会場前に着くと、海外から集結したNGO団体がデモ運動を繰り広げていた。凍える寒さなのに、水着や下着の姿で温暖化反対を訴えている若い男女グループもいる。その前を白い息を吐きながら、ダウンジャケットを着込んだCOP参加者が通り過ぎていく。
厳寒のコペンハーゲンに集結したデモ隊(COP15会場で、筆写撮影)会場内ではプレス向け発表の席上、記者が「温暖化と言うが、外がこんなに寒いのでは信憑性がない」と指摘した。これに対し、事務局は丁寧に回答していた。「(問題は)全世界の平均気温の上昇であり、局地的な体感温度のことではない。どちらかと言えば、気候が不安定な状態による平均気温の上昇と言えよう」
確かに、何かの間違いではないかと思うほどコペンハーゲンは寒く、デモ活動は熱かった。COP15とは何だったのか。筆者が見た舞台の表と裏を現地から報告する。(記事中の意見に関する部分は筆者の個人的見解であり、所属組織などとは一切関係ない)
合意ではなく「留意」、それでも停滞は打破
結果的に、COP15は法的拘束力のないコペンハーゲン協定を、合意ではなく「留意」とした。それに対する評価は割れているが、各国の首脳陣が集まった場で政治的な合意を取り付けたという点には一定の評価をすべきだ。
後戻りできないよう全世界的にコンセンサスを確保したという意味では、半歩かもしれないが、ようやく停滞状況を打破して前に進んだのは間違いないと思う。
そもそも開催前から、開発途上国側でカギを握る中国が削減を義務としては絶対に受け入れないという姿勢を鮮明にした。その上で、他の途上国とも話を進めていた。
このため、交渉の担当者や関係者は「願わくば、法的合意」という期待感を決して捨てなかったが、開催前から「政治的合意さえ出来るかどうか、難しいのではないか」と危ぶむ観測が浮上していたのは事実だ。

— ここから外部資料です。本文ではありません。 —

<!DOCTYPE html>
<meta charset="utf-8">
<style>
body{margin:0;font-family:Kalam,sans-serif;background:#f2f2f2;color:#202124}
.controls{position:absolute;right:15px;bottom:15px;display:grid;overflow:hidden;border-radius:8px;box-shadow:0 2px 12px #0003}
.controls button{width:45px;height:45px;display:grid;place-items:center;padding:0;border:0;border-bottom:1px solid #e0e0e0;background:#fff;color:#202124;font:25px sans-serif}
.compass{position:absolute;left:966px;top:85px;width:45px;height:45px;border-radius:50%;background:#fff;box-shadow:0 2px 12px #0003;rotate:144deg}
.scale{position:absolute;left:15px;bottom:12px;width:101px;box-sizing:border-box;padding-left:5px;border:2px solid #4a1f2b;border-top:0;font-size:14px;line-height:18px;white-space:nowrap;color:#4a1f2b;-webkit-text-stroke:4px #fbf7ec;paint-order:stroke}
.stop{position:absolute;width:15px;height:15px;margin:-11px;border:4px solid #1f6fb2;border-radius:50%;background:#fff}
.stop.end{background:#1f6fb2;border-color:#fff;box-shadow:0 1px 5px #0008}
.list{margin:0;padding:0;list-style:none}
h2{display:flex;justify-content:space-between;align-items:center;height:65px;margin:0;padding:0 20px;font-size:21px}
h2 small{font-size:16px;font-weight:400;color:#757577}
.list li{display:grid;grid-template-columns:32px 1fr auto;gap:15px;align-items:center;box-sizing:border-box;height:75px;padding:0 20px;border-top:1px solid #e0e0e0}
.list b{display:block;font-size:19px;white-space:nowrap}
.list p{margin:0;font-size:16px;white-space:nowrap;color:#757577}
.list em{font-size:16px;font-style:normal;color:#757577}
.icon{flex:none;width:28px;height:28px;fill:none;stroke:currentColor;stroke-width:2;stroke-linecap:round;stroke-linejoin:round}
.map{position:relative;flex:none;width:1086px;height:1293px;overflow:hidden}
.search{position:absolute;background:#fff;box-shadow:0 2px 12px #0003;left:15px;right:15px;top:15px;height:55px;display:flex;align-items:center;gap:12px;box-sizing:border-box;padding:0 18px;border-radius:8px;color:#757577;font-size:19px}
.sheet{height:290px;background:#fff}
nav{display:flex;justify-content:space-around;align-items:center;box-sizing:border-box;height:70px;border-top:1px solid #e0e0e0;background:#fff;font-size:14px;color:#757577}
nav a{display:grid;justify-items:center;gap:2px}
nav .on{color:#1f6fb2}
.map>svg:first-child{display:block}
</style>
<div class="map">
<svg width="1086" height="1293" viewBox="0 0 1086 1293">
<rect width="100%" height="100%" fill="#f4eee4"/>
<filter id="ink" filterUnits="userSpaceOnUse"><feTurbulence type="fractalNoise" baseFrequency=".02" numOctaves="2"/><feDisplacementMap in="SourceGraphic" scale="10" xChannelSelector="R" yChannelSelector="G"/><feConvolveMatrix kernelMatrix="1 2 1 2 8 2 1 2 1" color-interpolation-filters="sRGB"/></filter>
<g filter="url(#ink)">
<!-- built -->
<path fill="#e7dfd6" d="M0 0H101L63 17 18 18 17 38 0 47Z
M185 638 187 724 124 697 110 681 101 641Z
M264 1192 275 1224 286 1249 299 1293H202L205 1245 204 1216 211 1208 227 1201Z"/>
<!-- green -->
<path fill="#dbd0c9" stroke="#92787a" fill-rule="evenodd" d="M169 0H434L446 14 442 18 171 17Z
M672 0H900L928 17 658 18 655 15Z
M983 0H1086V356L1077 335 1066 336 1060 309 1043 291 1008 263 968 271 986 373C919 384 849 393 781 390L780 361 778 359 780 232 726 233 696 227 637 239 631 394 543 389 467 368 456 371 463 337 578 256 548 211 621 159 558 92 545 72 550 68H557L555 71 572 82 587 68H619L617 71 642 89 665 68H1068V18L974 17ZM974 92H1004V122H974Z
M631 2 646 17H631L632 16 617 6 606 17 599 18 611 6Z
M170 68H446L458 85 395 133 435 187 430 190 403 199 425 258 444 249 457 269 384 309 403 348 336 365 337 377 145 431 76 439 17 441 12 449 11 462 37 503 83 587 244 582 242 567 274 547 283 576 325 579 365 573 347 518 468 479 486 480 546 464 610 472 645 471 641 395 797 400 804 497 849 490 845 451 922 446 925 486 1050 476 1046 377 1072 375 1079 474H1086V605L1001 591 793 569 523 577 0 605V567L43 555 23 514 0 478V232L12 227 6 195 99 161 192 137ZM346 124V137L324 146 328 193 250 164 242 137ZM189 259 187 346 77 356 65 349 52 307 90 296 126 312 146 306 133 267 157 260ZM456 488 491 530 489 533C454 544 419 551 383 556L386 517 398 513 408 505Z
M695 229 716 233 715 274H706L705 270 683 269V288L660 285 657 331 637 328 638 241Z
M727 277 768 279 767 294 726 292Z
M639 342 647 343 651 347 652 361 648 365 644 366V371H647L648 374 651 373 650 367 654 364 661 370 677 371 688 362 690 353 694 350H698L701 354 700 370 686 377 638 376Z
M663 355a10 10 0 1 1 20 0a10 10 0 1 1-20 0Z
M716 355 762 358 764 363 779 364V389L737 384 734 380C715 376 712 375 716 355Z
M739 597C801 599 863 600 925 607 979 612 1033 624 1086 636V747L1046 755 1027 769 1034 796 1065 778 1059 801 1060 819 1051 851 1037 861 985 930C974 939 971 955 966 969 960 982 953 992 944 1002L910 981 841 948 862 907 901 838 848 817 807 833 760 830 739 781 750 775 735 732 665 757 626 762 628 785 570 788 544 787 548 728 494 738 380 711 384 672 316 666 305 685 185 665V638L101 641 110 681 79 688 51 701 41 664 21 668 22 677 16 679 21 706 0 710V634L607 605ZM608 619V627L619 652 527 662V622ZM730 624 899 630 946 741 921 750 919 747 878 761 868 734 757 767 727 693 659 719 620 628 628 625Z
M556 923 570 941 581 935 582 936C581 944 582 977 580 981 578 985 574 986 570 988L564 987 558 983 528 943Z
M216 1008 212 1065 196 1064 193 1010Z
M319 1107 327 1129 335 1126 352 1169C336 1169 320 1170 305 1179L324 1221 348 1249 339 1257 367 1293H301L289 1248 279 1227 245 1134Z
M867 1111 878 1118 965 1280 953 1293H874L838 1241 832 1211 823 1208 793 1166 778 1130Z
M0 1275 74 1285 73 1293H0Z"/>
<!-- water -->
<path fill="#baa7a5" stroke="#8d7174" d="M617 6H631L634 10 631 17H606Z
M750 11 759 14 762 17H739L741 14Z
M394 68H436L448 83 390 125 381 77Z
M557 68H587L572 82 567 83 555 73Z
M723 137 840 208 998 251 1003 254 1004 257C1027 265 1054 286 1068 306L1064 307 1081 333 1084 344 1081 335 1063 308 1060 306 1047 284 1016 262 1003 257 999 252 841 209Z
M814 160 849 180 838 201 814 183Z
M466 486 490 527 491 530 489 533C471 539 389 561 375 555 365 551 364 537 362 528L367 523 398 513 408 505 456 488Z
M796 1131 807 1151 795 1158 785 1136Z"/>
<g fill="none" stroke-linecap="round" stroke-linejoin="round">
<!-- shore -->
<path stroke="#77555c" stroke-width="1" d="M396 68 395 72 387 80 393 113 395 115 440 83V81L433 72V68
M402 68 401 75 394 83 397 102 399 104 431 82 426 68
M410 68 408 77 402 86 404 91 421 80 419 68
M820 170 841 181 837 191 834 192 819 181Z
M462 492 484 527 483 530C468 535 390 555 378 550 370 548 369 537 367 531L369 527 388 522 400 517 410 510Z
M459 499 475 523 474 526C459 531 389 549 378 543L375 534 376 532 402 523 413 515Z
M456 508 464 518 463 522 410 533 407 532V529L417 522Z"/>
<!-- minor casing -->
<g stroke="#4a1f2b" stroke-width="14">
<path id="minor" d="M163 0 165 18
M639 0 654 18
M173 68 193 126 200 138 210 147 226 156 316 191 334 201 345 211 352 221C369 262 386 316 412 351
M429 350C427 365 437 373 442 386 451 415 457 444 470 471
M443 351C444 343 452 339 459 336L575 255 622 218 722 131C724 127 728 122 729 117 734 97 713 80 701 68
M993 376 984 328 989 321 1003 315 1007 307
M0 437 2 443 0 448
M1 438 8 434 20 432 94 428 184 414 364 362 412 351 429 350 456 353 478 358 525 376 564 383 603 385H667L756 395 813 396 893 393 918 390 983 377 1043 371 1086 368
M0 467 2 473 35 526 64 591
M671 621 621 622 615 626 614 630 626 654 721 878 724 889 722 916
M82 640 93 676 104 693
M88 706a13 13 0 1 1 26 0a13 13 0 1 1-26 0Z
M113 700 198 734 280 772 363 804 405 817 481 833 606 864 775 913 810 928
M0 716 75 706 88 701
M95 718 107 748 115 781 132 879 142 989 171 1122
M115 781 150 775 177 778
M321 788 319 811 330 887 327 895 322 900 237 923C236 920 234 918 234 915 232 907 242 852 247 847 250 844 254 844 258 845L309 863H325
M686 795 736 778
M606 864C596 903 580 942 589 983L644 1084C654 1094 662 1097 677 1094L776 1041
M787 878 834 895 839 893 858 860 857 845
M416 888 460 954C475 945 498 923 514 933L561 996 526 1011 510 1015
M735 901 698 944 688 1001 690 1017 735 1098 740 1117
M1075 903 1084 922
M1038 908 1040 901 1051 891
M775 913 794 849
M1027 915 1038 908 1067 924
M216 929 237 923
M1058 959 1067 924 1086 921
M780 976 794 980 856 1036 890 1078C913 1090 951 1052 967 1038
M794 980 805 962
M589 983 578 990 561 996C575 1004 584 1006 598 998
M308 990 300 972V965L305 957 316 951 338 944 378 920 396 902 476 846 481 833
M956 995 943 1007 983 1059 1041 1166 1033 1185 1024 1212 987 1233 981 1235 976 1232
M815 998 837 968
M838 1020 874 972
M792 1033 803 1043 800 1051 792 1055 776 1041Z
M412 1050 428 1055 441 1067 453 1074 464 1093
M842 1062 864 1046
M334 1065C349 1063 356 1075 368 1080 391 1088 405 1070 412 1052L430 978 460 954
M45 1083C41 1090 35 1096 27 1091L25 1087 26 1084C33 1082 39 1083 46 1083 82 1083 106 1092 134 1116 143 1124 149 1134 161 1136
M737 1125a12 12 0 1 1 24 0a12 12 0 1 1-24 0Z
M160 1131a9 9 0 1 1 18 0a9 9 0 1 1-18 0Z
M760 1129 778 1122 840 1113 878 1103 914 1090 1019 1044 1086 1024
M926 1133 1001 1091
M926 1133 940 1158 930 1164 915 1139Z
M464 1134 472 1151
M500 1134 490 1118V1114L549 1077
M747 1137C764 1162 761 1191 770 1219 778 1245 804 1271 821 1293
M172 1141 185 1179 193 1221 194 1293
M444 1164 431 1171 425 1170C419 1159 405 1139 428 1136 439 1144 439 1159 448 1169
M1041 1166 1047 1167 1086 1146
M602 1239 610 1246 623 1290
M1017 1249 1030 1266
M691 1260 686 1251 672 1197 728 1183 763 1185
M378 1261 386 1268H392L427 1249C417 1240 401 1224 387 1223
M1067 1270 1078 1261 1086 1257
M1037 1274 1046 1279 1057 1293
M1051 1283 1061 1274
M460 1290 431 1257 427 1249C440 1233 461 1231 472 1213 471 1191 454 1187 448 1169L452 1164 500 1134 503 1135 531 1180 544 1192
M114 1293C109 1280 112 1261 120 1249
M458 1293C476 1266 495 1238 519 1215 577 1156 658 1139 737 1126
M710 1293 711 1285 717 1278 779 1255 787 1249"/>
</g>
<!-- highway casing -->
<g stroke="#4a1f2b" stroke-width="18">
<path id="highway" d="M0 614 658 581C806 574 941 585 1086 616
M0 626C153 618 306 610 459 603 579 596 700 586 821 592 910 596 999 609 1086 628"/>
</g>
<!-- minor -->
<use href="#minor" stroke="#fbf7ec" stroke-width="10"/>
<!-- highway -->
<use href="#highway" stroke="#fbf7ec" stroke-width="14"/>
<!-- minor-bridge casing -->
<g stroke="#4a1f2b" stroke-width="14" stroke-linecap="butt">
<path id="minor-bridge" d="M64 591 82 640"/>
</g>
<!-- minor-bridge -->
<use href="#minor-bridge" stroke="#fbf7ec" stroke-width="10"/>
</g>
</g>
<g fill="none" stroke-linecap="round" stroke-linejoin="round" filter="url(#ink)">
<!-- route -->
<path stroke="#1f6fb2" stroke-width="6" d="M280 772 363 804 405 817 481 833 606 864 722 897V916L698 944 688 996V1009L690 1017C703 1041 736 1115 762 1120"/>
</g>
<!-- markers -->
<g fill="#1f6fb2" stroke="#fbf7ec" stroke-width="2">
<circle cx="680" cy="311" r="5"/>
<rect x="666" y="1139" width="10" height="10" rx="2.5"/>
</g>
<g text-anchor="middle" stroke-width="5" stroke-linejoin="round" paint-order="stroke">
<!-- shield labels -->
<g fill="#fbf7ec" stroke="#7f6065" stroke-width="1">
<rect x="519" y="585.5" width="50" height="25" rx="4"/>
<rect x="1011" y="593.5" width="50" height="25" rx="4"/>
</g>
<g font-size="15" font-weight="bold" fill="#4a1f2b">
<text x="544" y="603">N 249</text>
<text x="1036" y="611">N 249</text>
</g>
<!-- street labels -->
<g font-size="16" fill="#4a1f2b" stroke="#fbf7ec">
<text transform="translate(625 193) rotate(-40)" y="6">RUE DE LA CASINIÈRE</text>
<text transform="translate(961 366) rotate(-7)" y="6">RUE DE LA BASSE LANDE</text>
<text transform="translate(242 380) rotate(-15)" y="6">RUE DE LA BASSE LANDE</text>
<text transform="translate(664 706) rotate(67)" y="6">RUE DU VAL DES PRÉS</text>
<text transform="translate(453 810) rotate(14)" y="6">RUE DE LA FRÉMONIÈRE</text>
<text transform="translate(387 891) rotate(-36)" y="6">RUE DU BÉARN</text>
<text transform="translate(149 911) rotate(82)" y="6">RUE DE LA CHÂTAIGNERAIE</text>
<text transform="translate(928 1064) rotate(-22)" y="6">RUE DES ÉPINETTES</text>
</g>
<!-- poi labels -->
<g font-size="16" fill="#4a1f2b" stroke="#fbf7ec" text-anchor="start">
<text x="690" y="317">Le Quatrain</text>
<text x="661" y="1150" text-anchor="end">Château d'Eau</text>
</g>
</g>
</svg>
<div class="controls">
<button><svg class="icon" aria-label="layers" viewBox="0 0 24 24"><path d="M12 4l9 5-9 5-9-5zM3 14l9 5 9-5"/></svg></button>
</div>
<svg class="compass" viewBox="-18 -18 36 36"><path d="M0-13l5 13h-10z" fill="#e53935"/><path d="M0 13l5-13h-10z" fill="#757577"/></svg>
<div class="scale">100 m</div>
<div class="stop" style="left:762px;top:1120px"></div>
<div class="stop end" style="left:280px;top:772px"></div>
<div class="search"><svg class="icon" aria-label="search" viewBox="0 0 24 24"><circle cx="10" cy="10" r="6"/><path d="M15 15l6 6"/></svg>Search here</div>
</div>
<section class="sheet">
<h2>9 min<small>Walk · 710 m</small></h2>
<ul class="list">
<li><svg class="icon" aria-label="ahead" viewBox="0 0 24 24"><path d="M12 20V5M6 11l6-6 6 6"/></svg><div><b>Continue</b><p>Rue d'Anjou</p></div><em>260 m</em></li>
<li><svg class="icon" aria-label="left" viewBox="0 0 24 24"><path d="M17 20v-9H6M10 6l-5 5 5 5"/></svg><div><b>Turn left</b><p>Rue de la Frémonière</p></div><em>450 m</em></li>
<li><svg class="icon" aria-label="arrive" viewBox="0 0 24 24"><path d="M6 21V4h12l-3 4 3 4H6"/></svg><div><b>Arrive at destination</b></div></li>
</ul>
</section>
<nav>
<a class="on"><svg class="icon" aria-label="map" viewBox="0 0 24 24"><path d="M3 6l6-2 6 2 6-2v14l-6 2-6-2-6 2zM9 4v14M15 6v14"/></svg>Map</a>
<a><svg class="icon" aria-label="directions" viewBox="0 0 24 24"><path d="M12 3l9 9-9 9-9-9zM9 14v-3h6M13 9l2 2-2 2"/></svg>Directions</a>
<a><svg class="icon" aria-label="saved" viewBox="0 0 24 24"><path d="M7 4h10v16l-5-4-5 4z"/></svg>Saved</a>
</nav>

先進国と途上国が対立したCOP15〔AFPBB News〕
COP15開幕直後、途上国側からは今の気候問題の全責任は先進国にあるという主旨の反発コメントが相次いだ。その上、主要国間で調整が進んでいた合意案が欧州の有力紙にリークされる一幕があり、そのこともアフリカや中南米の一部を刺激してしまった。自分たちがいない場で最も重要な合意案が話し合われたことに対し、公式の全体会議で不快感を露わにしていた。
コペンハーゲン協定では、先進国が2020年までの温室効果ガスの削減目標を2010年1月末までに定めることが盛り込まれているが、京都議定書のような法的拘束力はない。達成に向けて具体的な方策や、義務削減量も規定していない。